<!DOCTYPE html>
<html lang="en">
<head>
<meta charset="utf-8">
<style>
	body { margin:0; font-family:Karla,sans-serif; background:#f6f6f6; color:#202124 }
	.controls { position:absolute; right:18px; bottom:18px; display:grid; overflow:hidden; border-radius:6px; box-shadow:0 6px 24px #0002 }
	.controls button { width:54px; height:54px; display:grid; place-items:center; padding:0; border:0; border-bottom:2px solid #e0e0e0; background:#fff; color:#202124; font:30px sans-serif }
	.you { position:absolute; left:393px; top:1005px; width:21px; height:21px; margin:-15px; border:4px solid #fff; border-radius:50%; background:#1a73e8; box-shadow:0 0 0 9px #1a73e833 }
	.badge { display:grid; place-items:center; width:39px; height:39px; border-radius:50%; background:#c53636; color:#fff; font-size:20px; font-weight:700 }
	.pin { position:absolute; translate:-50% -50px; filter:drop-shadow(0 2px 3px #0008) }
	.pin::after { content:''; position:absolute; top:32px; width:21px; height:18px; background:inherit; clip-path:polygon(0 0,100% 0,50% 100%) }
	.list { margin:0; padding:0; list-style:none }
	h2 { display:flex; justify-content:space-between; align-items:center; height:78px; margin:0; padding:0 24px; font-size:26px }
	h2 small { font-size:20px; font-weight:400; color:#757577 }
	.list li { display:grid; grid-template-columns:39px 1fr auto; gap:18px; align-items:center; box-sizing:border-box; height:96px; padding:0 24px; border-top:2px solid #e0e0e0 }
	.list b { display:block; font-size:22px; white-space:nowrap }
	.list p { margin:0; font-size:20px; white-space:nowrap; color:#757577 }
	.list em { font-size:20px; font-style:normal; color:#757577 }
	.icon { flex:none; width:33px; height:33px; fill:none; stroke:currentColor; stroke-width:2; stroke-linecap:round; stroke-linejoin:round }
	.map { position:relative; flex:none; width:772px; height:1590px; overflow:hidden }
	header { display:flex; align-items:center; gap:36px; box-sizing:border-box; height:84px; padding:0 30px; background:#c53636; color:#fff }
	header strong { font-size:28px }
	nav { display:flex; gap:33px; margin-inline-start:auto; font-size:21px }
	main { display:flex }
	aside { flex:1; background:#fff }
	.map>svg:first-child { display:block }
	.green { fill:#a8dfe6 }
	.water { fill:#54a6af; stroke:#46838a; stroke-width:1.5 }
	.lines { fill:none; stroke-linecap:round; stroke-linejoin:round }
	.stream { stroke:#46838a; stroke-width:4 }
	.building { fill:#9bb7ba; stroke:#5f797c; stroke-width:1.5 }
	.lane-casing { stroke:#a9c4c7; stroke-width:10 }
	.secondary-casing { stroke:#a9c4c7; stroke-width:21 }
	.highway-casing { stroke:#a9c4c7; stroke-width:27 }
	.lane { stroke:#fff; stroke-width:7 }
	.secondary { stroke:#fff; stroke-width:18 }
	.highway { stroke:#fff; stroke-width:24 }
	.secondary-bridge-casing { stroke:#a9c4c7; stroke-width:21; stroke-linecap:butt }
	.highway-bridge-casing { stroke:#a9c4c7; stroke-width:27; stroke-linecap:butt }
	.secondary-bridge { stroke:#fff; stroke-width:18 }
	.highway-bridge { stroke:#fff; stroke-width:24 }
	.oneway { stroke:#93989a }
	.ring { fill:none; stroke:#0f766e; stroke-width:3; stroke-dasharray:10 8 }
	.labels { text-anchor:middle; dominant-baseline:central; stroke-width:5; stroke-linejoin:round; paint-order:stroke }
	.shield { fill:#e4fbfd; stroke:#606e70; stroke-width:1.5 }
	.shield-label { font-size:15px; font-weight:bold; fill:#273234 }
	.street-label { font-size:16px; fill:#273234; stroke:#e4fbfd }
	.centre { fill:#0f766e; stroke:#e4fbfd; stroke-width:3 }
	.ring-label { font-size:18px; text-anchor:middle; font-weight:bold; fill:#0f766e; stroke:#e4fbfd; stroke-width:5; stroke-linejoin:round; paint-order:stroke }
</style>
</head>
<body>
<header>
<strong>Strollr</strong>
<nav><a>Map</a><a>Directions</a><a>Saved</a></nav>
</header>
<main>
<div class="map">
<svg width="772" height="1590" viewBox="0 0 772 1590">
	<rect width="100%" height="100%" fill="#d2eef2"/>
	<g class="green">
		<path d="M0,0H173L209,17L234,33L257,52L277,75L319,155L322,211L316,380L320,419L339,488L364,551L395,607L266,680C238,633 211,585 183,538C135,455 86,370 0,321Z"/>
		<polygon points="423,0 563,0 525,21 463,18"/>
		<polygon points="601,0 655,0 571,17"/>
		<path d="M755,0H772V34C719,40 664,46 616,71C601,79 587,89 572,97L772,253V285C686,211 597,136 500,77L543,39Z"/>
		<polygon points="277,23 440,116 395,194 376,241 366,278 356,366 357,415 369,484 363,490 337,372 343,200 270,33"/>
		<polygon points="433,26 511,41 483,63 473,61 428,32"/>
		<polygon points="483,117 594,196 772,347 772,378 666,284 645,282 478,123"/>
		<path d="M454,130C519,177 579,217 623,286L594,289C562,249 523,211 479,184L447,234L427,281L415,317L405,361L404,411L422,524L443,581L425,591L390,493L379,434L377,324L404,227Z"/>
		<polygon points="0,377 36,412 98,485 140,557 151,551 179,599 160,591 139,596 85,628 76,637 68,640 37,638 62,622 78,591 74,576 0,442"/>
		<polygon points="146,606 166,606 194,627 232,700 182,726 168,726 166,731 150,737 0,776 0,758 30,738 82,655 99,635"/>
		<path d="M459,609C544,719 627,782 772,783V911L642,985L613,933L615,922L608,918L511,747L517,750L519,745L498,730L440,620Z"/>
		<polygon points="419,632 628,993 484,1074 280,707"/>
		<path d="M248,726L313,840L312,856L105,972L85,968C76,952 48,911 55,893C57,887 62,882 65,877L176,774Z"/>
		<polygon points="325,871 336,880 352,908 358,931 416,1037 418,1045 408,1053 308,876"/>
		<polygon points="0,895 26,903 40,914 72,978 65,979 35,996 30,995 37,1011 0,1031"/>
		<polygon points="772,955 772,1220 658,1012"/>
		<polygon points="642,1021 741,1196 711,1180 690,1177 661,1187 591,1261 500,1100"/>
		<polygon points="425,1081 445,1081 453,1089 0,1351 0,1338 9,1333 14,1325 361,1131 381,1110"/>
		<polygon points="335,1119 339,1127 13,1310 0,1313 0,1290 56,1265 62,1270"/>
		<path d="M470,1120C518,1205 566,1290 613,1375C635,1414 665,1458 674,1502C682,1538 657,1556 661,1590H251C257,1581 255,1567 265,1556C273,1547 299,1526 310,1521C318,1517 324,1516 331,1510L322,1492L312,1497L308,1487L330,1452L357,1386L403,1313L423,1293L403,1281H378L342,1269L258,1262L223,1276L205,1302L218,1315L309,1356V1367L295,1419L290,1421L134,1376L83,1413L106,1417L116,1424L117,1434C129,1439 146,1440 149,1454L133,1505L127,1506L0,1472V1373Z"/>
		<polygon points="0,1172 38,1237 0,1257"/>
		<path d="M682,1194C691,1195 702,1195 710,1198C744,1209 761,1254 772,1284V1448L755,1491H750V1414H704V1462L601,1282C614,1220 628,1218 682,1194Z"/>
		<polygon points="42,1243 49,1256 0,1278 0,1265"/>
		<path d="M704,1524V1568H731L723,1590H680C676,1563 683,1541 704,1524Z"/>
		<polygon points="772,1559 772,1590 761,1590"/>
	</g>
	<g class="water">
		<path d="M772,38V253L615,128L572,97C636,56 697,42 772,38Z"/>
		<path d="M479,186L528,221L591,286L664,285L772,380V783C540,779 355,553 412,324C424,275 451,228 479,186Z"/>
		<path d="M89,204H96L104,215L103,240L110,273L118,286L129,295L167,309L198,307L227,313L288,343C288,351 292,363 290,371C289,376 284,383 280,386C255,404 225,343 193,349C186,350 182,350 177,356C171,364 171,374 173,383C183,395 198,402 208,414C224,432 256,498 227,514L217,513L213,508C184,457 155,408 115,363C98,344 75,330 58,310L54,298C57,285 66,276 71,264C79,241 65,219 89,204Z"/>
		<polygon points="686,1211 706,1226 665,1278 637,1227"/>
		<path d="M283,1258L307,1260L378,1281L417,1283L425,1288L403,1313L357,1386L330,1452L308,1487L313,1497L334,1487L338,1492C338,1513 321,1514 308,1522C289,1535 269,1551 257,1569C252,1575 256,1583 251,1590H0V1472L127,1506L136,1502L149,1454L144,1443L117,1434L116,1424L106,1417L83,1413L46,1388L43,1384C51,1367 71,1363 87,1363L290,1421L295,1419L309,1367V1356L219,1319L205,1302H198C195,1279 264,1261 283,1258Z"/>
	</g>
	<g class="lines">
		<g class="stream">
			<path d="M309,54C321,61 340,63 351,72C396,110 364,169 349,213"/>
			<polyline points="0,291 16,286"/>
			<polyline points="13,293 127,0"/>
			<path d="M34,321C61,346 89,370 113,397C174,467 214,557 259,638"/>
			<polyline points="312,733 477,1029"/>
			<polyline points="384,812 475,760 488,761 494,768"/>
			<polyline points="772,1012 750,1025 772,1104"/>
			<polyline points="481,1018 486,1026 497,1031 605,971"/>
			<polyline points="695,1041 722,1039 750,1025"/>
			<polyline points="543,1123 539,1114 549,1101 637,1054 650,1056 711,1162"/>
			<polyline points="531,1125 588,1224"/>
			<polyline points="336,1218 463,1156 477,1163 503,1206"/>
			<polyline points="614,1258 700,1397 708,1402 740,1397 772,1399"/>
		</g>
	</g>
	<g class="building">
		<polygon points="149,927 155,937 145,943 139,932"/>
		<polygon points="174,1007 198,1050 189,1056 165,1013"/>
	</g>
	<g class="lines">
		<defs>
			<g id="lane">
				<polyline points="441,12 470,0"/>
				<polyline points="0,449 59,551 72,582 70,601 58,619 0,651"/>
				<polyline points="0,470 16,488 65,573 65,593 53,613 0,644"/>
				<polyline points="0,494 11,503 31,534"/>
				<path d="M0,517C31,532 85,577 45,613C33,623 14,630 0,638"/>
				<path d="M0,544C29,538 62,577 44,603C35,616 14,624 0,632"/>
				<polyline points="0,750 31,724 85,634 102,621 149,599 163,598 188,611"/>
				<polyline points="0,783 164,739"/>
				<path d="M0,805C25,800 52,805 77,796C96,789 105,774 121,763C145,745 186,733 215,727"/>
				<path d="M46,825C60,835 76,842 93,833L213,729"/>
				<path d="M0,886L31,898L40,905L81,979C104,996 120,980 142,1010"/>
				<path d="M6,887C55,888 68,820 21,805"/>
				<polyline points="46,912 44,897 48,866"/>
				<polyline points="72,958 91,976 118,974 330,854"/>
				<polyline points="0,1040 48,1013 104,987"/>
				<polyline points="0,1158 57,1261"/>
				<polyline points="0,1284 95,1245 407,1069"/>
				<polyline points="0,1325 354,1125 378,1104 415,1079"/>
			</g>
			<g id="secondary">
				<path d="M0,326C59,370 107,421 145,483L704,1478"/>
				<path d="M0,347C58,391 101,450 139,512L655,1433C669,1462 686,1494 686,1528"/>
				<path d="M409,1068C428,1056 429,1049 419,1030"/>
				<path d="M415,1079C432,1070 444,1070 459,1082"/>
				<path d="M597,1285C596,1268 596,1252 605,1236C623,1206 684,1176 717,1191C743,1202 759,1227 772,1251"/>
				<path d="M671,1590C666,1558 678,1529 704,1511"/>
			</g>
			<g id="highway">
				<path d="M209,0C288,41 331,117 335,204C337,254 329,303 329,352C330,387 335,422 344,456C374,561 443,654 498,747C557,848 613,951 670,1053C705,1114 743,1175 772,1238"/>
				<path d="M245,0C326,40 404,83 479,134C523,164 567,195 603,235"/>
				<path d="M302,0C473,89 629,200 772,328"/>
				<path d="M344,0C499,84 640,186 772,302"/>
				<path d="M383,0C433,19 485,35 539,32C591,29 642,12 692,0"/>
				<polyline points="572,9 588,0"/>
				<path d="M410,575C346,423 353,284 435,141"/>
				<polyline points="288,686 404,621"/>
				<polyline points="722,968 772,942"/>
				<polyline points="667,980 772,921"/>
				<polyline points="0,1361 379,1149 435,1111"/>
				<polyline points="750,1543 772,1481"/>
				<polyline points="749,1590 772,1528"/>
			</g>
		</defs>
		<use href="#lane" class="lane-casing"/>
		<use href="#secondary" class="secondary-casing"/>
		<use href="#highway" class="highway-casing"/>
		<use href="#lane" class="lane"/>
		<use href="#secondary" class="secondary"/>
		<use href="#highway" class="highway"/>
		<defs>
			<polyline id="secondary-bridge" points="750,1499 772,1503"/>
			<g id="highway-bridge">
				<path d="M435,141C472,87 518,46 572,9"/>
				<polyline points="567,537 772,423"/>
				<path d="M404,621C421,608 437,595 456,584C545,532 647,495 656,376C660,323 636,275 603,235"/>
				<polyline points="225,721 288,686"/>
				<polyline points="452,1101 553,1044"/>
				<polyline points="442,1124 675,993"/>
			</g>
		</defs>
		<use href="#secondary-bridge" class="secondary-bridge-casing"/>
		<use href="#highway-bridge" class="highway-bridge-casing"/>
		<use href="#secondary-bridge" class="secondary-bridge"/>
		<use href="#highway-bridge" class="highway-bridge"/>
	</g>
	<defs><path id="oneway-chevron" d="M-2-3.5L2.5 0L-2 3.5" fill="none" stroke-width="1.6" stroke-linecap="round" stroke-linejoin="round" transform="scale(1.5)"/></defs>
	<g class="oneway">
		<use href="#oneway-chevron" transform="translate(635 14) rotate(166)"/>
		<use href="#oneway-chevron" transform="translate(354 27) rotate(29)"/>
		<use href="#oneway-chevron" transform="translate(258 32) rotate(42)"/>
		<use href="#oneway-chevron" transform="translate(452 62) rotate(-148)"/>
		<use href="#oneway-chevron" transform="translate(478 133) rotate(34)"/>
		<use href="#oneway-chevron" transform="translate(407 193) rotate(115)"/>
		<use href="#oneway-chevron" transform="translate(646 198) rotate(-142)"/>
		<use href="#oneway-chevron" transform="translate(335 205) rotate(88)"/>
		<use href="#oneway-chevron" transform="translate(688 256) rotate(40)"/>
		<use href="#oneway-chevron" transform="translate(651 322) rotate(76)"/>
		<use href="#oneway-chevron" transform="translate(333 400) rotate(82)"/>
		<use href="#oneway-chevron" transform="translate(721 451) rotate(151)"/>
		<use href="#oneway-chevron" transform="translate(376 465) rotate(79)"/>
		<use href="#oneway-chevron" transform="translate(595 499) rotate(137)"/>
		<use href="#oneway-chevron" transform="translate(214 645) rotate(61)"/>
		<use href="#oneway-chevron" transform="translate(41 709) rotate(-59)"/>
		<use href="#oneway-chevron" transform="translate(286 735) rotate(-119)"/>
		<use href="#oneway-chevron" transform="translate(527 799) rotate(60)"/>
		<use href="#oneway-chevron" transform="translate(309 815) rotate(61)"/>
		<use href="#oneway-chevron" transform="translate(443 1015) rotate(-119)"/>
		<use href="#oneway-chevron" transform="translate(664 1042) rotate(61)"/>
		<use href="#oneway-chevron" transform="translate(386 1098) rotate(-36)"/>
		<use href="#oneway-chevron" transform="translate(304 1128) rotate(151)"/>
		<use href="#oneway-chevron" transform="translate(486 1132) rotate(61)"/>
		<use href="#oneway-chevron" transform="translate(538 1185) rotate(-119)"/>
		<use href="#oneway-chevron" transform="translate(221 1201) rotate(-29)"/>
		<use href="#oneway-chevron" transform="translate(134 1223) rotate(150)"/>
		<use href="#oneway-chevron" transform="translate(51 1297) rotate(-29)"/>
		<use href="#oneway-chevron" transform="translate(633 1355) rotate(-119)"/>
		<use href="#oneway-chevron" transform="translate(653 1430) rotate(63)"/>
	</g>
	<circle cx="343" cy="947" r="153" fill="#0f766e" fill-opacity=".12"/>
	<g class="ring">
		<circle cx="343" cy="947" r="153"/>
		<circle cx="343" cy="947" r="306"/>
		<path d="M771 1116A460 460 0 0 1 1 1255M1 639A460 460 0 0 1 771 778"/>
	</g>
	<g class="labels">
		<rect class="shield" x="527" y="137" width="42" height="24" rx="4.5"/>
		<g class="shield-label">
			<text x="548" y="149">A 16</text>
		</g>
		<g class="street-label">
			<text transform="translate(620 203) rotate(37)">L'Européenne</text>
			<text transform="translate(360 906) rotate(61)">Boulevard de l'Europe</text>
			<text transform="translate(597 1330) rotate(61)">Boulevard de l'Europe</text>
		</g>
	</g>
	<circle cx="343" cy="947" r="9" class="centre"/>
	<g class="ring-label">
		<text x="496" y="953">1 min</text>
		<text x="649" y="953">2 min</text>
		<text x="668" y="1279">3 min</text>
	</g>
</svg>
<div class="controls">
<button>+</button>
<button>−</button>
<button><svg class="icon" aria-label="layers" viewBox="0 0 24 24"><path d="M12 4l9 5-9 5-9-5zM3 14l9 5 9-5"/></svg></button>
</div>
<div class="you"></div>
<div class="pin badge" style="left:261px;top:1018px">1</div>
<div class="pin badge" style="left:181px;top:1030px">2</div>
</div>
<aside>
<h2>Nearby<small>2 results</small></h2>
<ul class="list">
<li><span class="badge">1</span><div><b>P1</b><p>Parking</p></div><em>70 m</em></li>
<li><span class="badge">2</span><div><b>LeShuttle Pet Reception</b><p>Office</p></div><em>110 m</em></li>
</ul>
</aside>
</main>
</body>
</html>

INSTRUCTIONS TO FOLLOW =
Search the entries above for the string "list". Copy each line that holds it.

RESPONSE AREA =
	.list { margin:0; padding:0; list-style:none }
	.list li { display:grid; grid-template-columns:39px 1fr auto; gap:18px; align-items:center; box-sizing:border-box; height:96px; padding:0 24px; border-top:2px solid #e0e0e0 }
	.list b { display:block; font-size:22px; white-space:nowrap }
	.list p { margin:0; font-size:20px; white-space:nowrap; color:#757577 }
	.list em { font-size:20px; font-style:normal; color:#757577 }
<ul class="list">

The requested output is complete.